About this exercise
Where a line in the records below includes "Turn", pull that line out.
#### Data records ####
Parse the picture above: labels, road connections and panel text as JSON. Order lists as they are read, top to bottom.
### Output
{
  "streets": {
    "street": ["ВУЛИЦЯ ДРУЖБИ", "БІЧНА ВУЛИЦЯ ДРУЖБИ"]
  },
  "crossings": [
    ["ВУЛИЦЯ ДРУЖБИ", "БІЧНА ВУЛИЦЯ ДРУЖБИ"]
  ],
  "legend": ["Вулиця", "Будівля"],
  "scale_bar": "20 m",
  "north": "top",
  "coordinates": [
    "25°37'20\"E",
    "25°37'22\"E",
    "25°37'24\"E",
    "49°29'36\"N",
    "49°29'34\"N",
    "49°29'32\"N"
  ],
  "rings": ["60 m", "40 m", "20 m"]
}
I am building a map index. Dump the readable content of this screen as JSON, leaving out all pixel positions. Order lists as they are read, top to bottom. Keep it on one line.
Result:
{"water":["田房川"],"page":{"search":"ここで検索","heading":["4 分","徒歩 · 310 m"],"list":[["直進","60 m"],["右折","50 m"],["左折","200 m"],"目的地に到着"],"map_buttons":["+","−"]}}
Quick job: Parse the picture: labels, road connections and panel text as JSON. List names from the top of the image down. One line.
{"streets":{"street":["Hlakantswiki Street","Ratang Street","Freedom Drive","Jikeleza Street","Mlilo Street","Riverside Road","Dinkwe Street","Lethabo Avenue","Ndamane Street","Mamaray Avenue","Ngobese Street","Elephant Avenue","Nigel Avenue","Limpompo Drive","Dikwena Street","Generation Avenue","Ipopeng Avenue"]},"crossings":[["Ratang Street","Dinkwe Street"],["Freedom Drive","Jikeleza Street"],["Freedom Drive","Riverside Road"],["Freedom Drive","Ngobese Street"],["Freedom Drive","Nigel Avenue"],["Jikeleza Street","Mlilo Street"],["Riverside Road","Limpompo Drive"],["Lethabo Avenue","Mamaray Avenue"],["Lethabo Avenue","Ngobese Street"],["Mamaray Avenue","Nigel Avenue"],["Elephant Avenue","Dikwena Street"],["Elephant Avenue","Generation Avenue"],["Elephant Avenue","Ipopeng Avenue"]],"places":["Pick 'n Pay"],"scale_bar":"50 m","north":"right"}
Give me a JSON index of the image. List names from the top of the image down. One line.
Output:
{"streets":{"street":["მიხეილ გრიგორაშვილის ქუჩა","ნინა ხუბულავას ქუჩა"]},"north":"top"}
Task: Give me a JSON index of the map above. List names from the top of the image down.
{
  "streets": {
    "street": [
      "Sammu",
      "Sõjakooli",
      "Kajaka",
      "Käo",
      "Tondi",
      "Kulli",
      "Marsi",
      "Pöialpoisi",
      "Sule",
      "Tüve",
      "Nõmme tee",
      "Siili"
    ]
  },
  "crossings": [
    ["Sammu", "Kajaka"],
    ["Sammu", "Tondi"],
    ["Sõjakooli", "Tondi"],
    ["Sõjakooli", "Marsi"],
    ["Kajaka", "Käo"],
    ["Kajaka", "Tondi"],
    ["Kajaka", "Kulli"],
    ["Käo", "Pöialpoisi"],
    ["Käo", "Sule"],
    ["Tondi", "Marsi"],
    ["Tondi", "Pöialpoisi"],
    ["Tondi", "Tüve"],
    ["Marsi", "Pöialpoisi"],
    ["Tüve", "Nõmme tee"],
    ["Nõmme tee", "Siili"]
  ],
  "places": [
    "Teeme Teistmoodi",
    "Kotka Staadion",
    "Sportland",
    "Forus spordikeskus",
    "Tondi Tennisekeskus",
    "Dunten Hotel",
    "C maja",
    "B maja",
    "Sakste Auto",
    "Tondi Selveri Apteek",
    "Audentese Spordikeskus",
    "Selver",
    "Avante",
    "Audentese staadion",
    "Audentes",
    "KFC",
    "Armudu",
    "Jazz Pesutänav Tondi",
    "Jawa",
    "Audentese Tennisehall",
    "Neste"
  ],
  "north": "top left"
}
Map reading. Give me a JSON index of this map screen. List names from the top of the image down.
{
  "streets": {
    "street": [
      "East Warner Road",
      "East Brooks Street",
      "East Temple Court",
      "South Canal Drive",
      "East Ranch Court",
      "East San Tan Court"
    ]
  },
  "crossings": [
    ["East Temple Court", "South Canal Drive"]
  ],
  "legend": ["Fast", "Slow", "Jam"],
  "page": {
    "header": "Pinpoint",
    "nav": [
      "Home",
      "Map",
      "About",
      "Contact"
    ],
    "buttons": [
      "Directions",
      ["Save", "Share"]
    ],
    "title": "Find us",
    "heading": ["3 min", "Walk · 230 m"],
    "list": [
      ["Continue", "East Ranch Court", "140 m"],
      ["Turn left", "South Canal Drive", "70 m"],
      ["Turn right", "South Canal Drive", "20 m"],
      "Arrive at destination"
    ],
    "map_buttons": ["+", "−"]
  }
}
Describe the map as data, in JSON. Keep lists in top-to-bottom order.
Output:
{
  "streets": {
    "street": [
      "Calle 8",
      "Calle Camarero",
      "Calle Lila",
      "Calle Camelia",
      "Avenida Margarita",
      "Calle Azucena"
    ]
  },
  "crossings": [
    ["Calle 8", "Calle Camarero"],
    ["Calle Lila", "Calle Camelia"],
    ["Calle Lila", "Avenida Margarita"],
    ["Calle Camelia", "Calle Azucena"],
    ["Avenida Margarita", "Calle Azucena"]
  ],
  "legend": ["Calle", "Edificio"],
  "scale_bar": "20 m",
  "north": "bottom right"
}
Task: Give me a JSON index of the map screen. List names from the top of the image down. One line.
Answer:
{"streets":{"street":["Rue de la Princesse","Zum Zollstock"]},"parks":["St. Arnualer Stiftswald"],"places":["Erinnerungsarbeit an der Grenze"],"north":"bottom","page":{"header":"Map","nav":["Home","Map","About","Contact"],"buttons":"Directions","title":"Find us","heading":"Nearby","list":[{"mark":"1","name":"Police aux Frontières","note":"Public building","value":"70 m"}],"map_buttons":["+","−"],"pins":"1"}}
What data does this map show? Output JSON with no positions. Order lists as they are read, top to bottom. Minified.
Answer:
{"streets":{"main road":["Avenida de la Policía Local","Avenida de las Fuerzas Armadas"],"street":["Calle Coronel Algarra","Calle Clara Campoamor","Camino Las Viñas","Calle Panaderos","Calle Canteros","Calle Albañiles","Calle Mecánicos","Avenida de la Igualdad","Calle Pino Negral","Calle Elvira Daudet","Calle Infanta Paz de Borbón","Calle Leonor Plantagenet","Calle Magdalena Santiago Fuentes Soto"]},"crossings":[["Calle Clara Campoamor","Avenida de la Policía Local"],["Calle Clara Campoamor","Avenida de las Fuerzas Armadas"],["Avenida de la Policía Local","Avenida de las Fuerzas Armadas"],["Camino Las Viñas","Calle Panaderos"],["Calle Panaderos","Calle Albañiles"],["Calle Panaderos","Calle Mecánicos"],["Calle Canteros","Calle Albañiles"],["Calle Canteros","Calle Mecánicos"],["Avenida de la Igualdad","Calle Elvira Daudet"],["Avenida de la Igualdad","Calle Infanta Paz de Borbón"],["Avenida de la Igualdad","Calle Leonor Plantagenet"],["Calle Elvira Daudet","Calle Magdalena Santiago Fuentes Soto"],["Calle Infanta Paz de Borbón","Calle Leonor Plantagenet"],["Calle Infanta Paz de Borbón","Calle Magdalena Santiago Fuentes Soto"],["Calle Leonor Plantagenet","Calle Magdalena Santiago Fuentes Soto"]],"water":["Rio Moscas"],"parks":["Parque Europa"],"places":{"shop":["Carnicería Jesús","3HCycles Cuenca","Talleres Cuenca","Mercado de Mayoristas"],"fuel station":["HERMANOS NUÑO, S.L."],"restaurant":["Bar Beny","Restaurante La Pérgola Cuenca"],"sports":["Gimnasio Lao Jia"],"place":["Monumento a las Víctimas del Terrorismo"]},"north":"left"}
####
Written solution
      ["Turn left", "South Canal Drive", "70 m"],
      ["Turn right", "South Canal Drive", "20 m"],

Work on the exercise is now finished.